Decades of growth in trade and foreign investment have seen the economies of the world become more interconnected and interdependent than ever before. The production of goods and, increasingly, the provision of services has become fractured across borders as corporations create and integrate into regional and global value chains – a process reinforced by international trade and investment regimes. On aggregate, advanced economies have benefitted from these developments, while emerging markets have become the main drivers of growth around the world. However, recent years have seen a new scepticism towards globalisation emerge, alongside more protectionist policies that could threaten this global economic landscape.

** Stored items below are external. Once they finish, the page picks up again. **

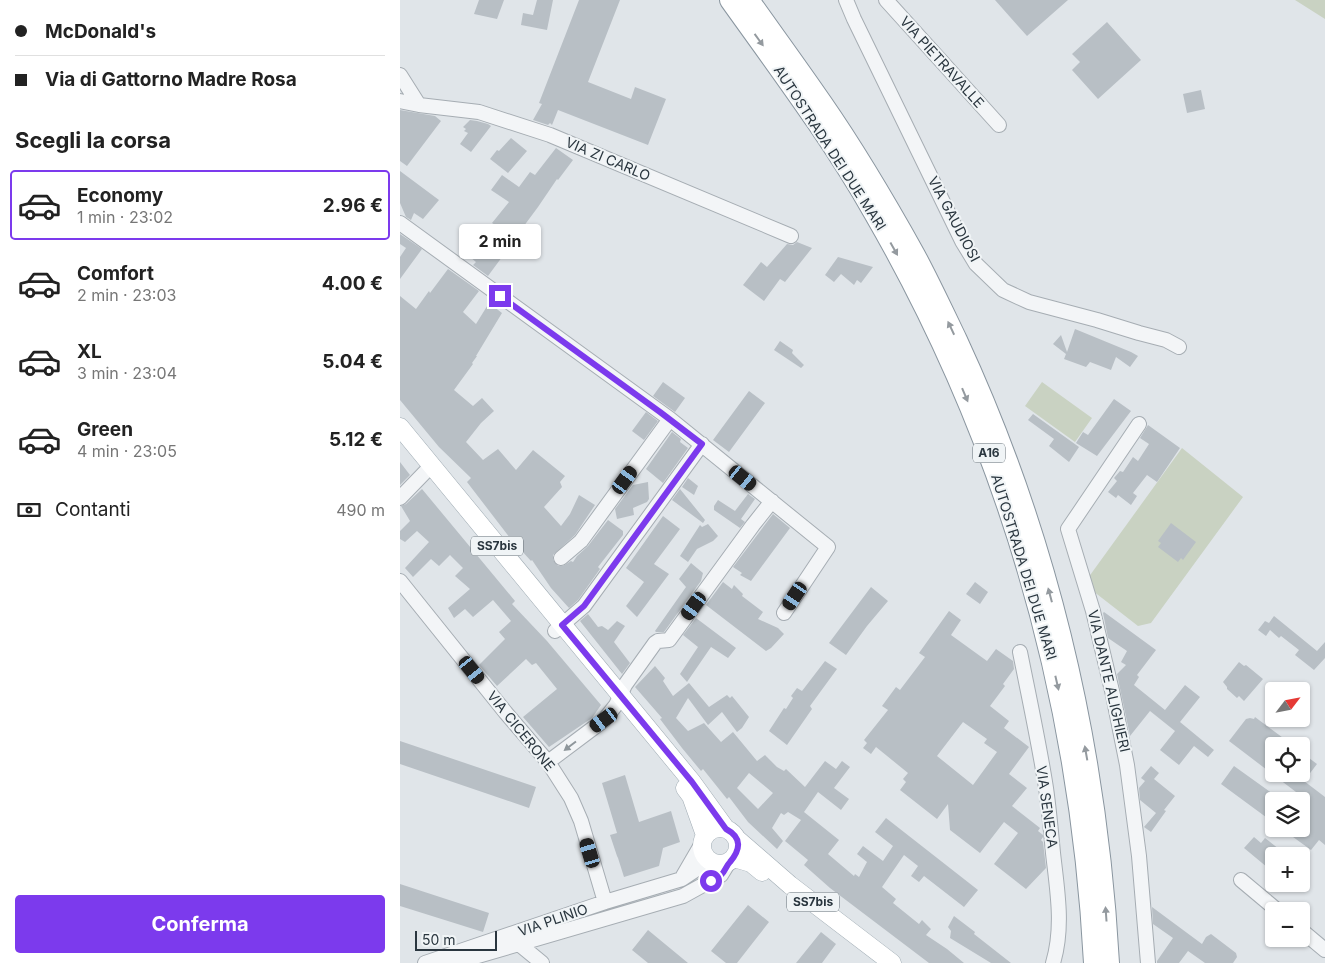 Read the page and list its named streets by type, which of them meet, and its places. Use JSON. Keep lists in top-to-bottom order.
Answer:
{
  "streets": {
    "highway": ["AUTOSTRADA DEI DUE MARI", "A16"],
    "main road": ["SS7bis"],
    "street": [
      "VIA PIETRAVALLE",
      "VIA ZI CARLO",
      "VIA GAUDIOSI",
      "VIA DANTE ALIGHIERI",
      "VIA CICERONE",
      "VIA SENECA",
      "VIA PLINIO"
    ]
  },
  "crossings": [
    ["SS7bis", "VIA PLINIO"],
    ["VIA CICERONE", "VIA PLINIO"]
  ],
  "scale_bar": "50 m",
  "north": "top right",
  "page": {
    "banner": ["McDonald's", "Via di Gattorno Madre Rosa"],
    "heading": "Scegli la corsa",
    "list": [
      {
        "name": "Economy",
        "note": "1 min · 23:02",
        "value": "2.96 €"
      },
      {
        "name": "Comfort",
        "note": "2 min · 23:03",
        "value": "4.00 €"
      },
      {
        "name": "XL",
        "note": "3 min · 23:04",
        "value": "5.04 €"
      },
      {
        "name": "Green",
        "note": "4 min · 23:05",
        "value": "5.12 €"
      }
    ],
    "bubble": "2 min",
    "pay": ["Contanti", "490 m"],
    "map_buttons": ["+", "−"],
    "buttons": "Conferma",
    "scale": "50 m"
  }
}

Globalisation has always faced criticism, but the global financial crisis of 2007-08 and the widespread political backlash that followed, particularly in advanced economies, has called its principles into question. Many regard the election of Donald Trump as president of the US and the success of his protectionist rhetoric, along with the UK’s Brexit vote in 2016 and the drive for independence in Catalonia, as proof of economic discontent among the population.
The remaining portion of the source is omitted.